Essa "verdadeira revolução
copernicana" é analisada pelo
filósofo Gilles Lipovetsky e por
um especialista em cinema,
Jean Serroy, num livro muito
rico que nos faz medir o caminho incrível percorrido em alguns decênios ["L'Écran Global", A Tela Global, Seuil, 366
págs., 22, R$ 57].
Eles nos oferecem ao mesmo
tempo uma apaixonante história do cinema e um mergulho
muito instrutivo na "telosfera".
Mas os novos modos de vida
que descrevem de maneira
concreta e pertinente não ultrapassam de longe o "espírito
do cinema"? Entre os filmes de
ontem, em tecnicolor, e a eletrônica onipresente de hoje
não passamos totalmente para
uma outra coisa?
O ponto de partida é, portanto, uma tela muda, que faz sonhar. Ela se tornará o suporte
da era de ouro de Hollywood e
suas estrelas, até os anos 1950.
Em seguida passamos para
uma terceira fase, marcada pela nouvelle vague na França, o
"free cinema" na Inglaterra, e,
nos EUA, inovações radicais
que acompanham uma explosão dos tabus.
E já ingressamos numa quarta era, com um "hipercinema"
marcado pela tecnologia digital
e a ambição crescente dos produtores: mais efeitos especiais,
mais ritmo, mais ambigüidade,
mais violência, mais sexo...
mais tudo. "O excesso já deixou
de ser realmente sentido como
excessivo", destacam.
Nesse meio-tempo, a televisão privatizou a tela. Com ela
se concretizou o mundo sem
fronteiras, a "aldeia global" de
McLuhan [1911-80]. Ao longo
dos anos, a torneira de imagens
não parou de crescer, e as exigências dos consumidores aumentaram conseqüentemente.

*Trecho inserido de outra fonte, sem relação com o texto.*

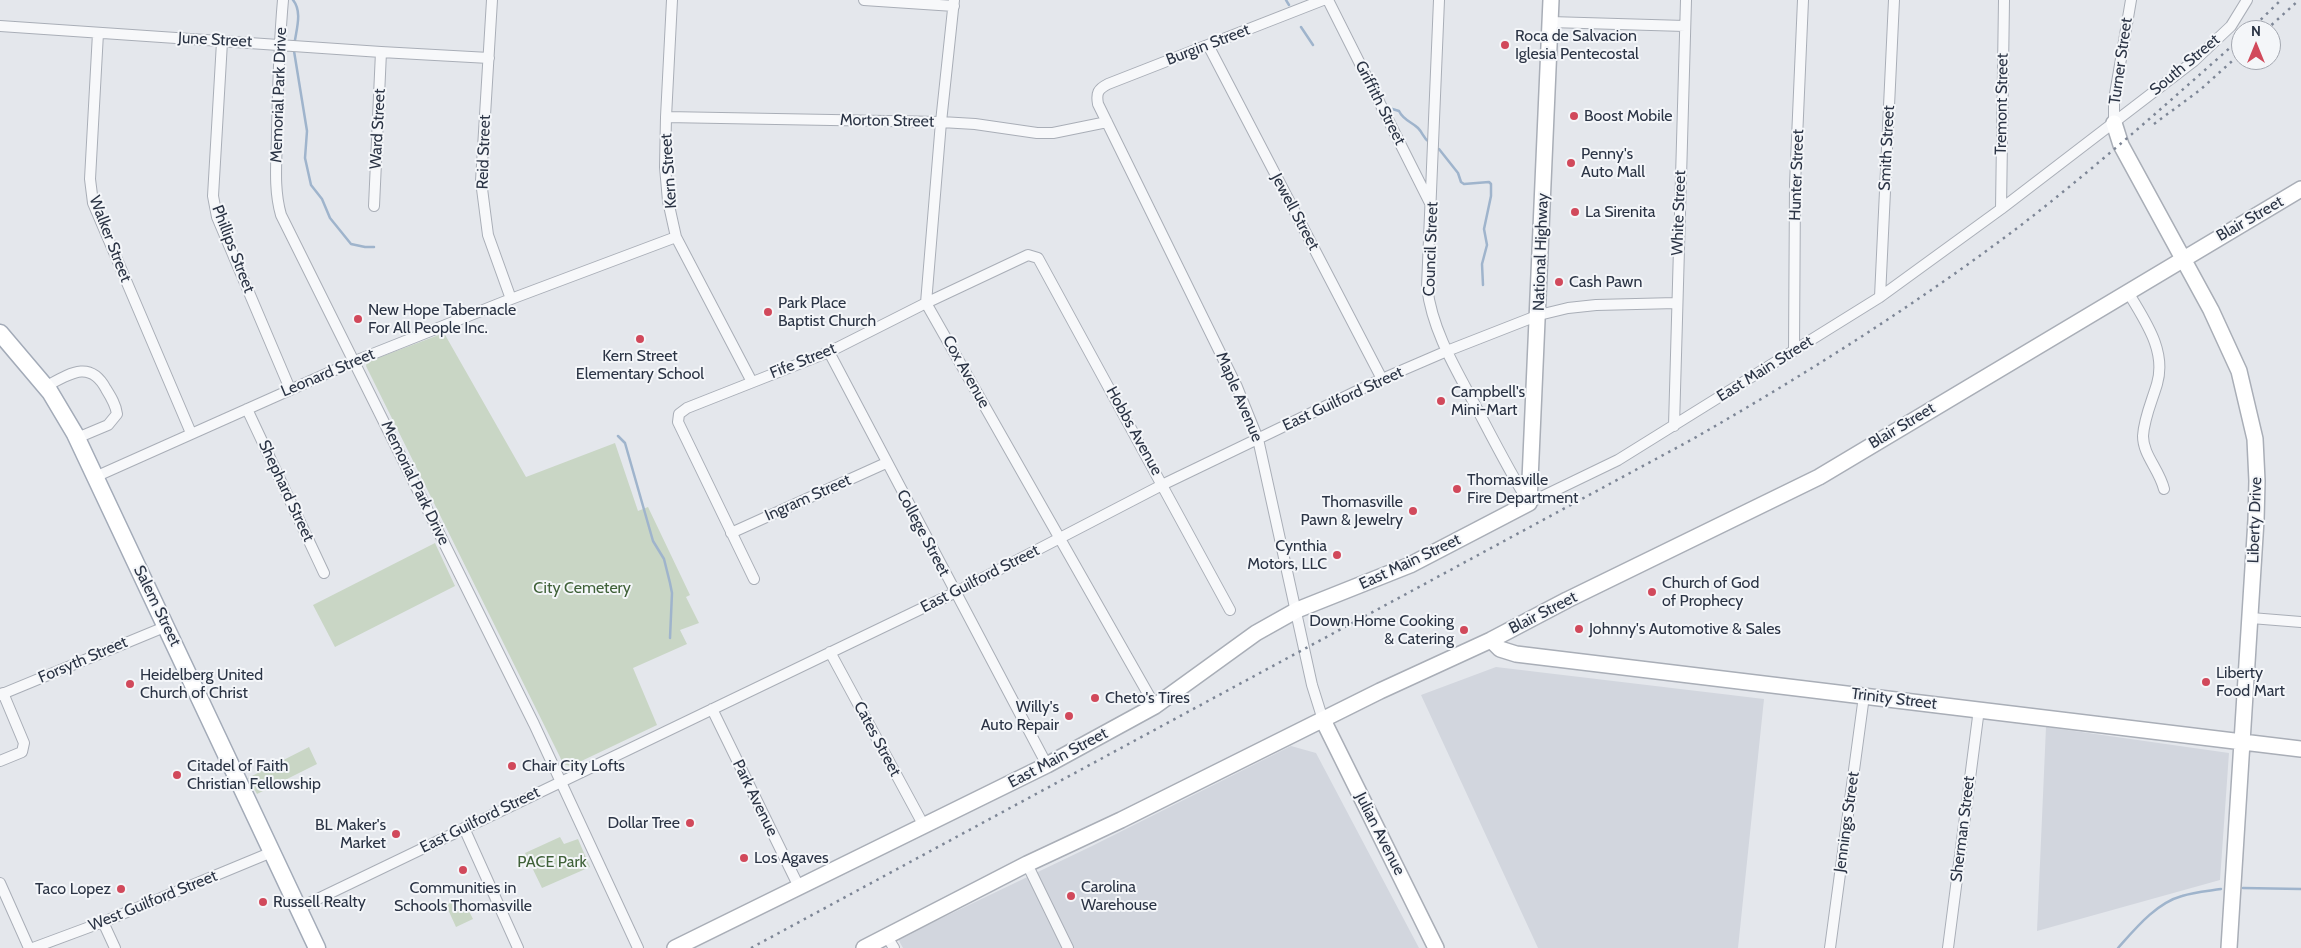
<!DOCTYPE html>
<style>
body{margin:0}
#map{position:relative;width:2301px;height:948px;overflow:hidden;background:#e4e7ec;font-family:Cabin,sans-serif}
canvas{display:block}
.north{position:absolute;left:2231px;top:20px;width:50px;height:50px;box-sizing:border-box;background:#f4f6f9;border:1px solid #a4a8b1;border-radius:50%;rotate:0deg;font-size:14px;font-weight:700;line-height:20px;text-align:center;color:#2b3445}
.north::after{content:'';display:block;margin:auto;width:18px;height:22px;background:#d1495b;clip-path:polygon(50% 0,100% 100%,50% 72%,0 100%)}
</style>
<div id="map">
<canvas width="2301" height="948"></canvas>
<div class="north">N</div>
</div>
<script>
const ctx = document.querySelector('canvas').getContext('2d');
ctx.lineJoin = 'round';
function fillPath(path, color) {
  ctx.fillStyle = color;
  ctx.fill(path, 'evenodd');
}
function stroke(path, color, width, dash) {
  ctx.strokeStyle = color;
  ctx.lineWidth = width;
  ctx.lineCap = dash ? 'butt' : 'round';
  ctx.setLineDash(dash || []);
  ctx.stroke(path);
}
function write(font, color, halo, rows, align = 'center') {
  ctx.font = font + ' Cabin,sans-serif';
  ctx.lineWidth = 4;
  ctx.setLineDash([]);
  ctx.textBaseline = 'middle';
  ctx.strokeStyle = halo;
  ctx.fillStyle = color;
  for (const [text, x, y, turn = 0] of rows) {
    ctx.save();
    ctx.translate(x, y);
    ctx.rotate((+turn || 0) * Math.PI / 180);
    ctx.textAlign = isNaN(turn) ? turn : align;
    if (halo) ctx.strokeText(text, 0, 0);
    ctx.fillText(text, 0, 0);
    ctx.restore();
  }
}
fillPath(new Path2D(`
 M 1496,667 L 1764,699 L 1738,948 L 1538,948 L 1421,695 Z
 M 2046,727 L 2229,753 L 2220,880 L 2037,931 Z
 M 1291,746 L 1316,753 L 1419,948 L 903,948 L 898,939 L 1092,846 Z`), '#d2d6de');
fillPath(new Path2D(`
 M 444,333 L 526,477 L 615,443 L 638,511 L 648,507 L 690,595 L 686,597 L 699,623 L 680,630 L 687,644 L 633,668 L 657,725 L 571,766 L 563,764 L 560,757 L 366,366 L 367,362 Z
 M 435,543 L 455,586 L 335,647 L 313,605 Z
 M 309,747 L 317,764 L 257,794 L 248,778 Z
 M 560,837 L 564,844 L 578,839 L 590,867 L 542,888 L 525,853 Z
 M 462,897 L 473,919 L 456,927 L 446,905 Z`), '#c9d6c5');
stroke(new Path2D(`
 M 293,0 C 302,11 297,27 295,40
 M 1286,0 L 1289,5
 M 1301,27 L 1313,45
 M 294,51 L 307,131 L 305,158 L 311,185 L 322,199 L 330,218 L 351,244 L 365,247 L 374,247
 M 1389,108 L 1399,111 C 1403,120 1412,122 1418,128 C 1423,133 1423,138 1429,142
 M 1439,149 L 1458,173 L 1461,182 L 1464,184 L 1489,182 L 1491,184 L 1491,196 L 1484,229 L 1487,245 L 1482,264 L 1483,285
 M 618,436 L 625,443 L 653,541 L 664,559 L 670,583 L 672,593 L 670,638
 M 2243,888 L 2301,889
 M 2118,948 C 2135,929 2156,903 2182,896 C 2194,892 2208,891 2221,889`), '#9fb4cc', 2.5);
const street = new Path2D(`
 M 283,0 C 279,44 278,87 277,131 C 277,159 273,187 281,215 L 534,724 L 638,948
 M 492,0 L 481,181 L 488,235 L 511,299
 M 672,0 L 666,117 L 665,167 L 668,201 L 676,237 L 752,382
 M 864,0 L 954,6
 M 954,0 L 941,122 L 926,303 L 1155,706
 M 1328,0 L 1431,205
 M 1439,0 L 1427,287 C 1432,329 1454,366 1474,403 C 1492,437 1509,471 1529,503 L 1618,460 L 1880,297 L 2001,209 L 2194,61 L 2231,26 L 2247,0
 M 1550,22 L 1685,26
 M 0,26 L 381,52 L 489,58
 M 98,33 L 90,179 L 93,203 L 191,433
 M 222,42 L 213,196 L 217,217 L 290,389
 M 1208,45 L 1382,379
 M 666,117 L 941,122 L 975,124 L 1037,133 L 1053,133 L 1107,122
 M 2114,123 L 2114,100 L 2131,0
 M 374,206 L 381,52
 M 2001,209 L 2004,0
 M 2128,292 C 2144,320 2167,350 2157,384 C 2152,401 2144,418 2143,436 C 2143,455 2159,469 2164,489
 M 1880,297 L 1894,0
 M 1794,351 L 1795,185 L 1803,0
 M 829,352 L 1047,765
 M 45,387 C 69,374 90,359 106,389 C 111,397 116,405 117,414 L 108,425 L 77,438
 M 247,409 L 324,573
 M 1674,426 L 1686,0
 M 95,477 L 355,361 L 511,299 L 676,237
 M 731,533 L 886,463
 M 754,579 L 678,422 L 679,414 L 687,408 L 829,352 L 926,303 L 1028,255 L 1038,258 L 1230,610
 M 2251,618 L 2301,622
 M 830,652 L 924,826
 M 0,695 L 167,626
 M 712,709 L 799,887
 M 1323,720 L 1312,685 L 1258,439 L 1237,387 L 1098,104 C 1096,93 1098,89 1108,84 L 1323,0
 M 0,761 L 22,752 L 24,743 L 3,693
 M 464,828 L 518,948
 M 1027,864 L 1068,948
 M 0,883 L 29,948
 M 299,908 L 954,593 L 1164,484 L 1382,379 L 1447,351 L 1539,315 L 1568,308 L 1596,305 L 1676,303
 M 103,922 L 115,948
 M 887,937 L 894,948
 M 33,948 L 103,922 L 272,852
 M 1830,948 L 1864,696
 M 1948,948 L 1979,709`);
const secondary = new Path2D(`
 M 2114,123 L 2121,145 L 2211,310 L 2239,371 L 2255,439 L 2257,481 L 2256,520 L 2229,948
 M 1491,640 L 1500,649 L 1516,654 L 2301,749
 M 1323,720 L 1436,948
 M 675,948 L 1047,765 L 1155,706 L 1256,633 L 1297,610 L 1410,565 L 1529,503 L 1551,0
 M 864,948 L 1027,864 L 1121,820 L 1380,691 L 1491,640 L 1567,600 L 1819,477 L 2301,189`);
const primary = new Path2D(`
 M 0,333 L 50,392 L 75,434 L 317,948`);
stroke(street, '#a9aeb7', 12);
stroke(secondary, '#a9aeb7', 18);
stroke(primary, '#a3abb8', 19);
stroke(street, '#f7f8fa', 10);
stroke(secondary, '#fff', 15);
stroke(primary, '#fff', 16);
stroke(new Path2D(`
 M 2250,30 L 2281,0
 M 2266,30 L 2299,0
 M 2154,124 L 2200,90 L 2241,53
 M 751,948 L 1691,440 C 1808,373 1922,301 2029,219 C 2102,162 2171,100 2241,38`), '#7d8696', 2.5, [2.5, 5]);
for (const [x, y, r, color] of [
 [1505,45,5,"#d1495b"],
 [1574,116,5,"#d1495b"],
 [1571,163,5,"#d1495b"],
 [1575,212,5,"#d1495b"],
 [1559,282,5,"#d1495b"],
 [768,312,5,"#d1495b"],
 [358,319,5,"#d1495b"],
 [640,339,5,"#d1495b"],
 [1441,401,5,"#d1495b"],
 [1457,489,5,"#d1495b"],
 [1413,511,5,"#d1495b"],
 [1337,555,5,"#d1495b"],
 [1652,592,5,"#d1495b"],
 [1579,629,5,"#d1495b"],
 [1464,630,5,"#d1495b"],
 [2206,682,5,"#d1495b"],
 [130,684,5,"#d1495b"],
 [1095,698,5,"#d1495b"],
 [1069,716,5,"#d1495b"],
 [512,766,5,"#d1495b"],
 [177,775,5,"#d1495b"],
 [690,823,5,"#d1495b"],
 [396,834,5,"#d1495b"],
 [744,858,5,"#d1495b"],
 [463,870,5,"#d1495b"],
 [121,889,5,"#d1495b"],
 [1071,896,5,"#d1495b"],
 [263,902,5,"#d1495b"]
]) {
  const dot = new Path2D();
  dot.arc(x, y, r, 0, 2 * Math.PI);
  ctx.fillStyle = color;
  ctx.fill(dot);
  stroke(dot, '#f4f6f9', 2);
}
write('16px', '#2b3445', '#f4f6f9', [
 ["Roca de Salvacion",1515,36],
 ["Iglesia Pentecostal",1515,54],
 ["Boost Mobile",1584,116],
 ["Penny's",1581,154],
 ["Auto Mall",1581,172],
 ["La Sirenita",1585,212],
 ["Cash Pawn",1569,282],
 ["Park Place",778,303],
 ["Baptist Church",778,321],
 ["New Hope Tabernacle",368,310],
 ["For All People Inc.",368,328],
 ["Kern Street",640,356,"center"],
 ["Elementary School",640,374,"center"],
 ["Campbell's",1451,392],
 ["Mini-Mart",1451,410],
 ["Thomasville",1467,480],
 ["Fire Department",1467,498],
 ["Thomasville",1403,502,"right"],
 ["Pawn & Jewelry",1403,520,"right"],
 ["Cynthia",1327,546,"right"],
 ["Motors, LLC",1327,564,"right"],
 ["Church of God",1662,583],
 ["of Prophecy",1662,601],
 ["Down Home Cooking",1454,621,"right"],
 ["& Catering",1454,639,"right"],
 ["Johnny's Automotive & Sales",1589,629],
 ["Liberty",2216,673],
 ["Food Mart",2216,691],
 ["Heidelberg United",140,675],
 ["Church of Christ",140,693],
 ["Cheto's Tires",1105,698],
 ["Willy's",1059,707,"right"],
 ["Auto Repair",1059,725,"right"],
 ["Citadel of Faith",187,766],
 ["Christian Fellowship",187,784],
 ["Chair City Lofts",522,766],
 ["Dollar Tree",680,823,"right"],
 ["BL Maker's",386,825,"right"],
 ["Market",386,843,"right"],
 ["Los Agaves",754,858],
 ["Carolina",1081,887],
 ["Warehouse",1081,905],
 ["Communities in",463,888,"center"],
 ["Schools Thomasville",463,906,"center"],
 ["Taco Lopez",111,889,"right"],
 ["Russell Realty",273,902]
], 'left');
write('16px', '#2b3445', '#f4f6f9', [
 ["June Street",215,40,3],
 ["Burgin Street",1208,45,-21],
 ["Turner Street",2121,61,-82],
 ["South Street",2185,65,-40],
 ["Memorial Park Drive",279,95,-88],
 ["Griffith Street",1380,103,63],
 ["Tremont Street",2002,104,-89],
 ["Morton Street",887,121,1],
 ["Ward Street",378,129,-87],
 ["Smith Street",1887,148,-87],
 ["Reid Street",484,152,-88],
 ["Kern Street",669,171,-94],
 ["Hunter Street",1797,175,-88],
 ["Jewell Street",1295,212,62],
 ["White Street",1679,213,-88],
 ["Blair Street",2250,219,-30],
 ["Walker Street",110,239,69],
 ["Phillips Street",233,249,69],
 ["Council Street",1431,249,-88],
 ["National Highway",1541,252,-88],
 ["Fife Street",803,361,-22],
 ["East Main Street",1765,369,-32],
 ["Cox Avenue",966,372,61],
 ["Leonard Street",328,373,-23],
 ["Maple Avenue",1239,397,67],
 ["East Guilford Street",1343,399,-25],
 ["Blair Street",1902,426,-31],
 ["Hobbs Avenue",1134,431,61],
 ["Memorial Park Drive",415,483,64],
 ["Shephard Street",286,491,65],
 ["Ingram Street",808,498,-24],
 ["Liberty Drive",2255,520,-88],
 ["College Street",923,533,62],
 ["East Main Street",1410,562,-25],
 ["East Guilford Street",980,579,-27],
 ["Salem Street",157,606,64],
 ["Blair Street",1543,613,-27],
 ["Forsyth Street",83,660,-23],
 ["Trinity Street",1894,699,7],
 ["Cates Street",877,739,62],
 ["East Main Street",1058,758,-28],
 ["Park Avenue",755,798,64],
 ["East Guilford Street",480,820,-26],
 ["Jennings Street",1847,822,-82],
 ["Sherman Street",1963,829,-83],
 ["Julian Avenue",1380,834,63],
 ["West Guilford Street",153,901,-22]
]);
write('16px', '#3f6138', '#f4f6f9', [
 ["City Cemetery",582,588],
 ["PACE Park",552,862]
]);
</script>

Reivindicam-se sempre mais e
mais emoções e sensações, sem
aceitar o tédio mais mínimo.
Mas a TV, hoje, não é mais
que uma tela entre outras:
computadores, assistentes pessoais, telefones, GPS... Utilitárias ou lúdicas, as telas nos
acompanham em todos os atos
da vida e mesmo antes do nascimento: a ecografia pré-natal.
Todos para todos
Vivemos, portanto, a era da
"tela global". Ela se converteu
num intermediário quase obrigatória de nossa relação com o
mundo e com os outros, observam Lipovetsky e Serroy.
É evidente que a lógica do espetáculo se leva adiante e até se
amplifica, mas ela não tem
mais o significado que lhe conferiu Guy Debord [1931-94]. A
comunicação em sentido único, o "um em direção a todos",
cede cada vez mais espaço à interatividade, a uma comunicação individualizada, ao "todos
em direção a todos".
É uma nova relação com a
realidade: o prazer de descobrir
de outra maneira o que acabamos de ver ou fazer. Mesmo as
violências cometidas por outros são filmadas: é preciso, de
certo modo, que o ato seja autenticado pela câmera.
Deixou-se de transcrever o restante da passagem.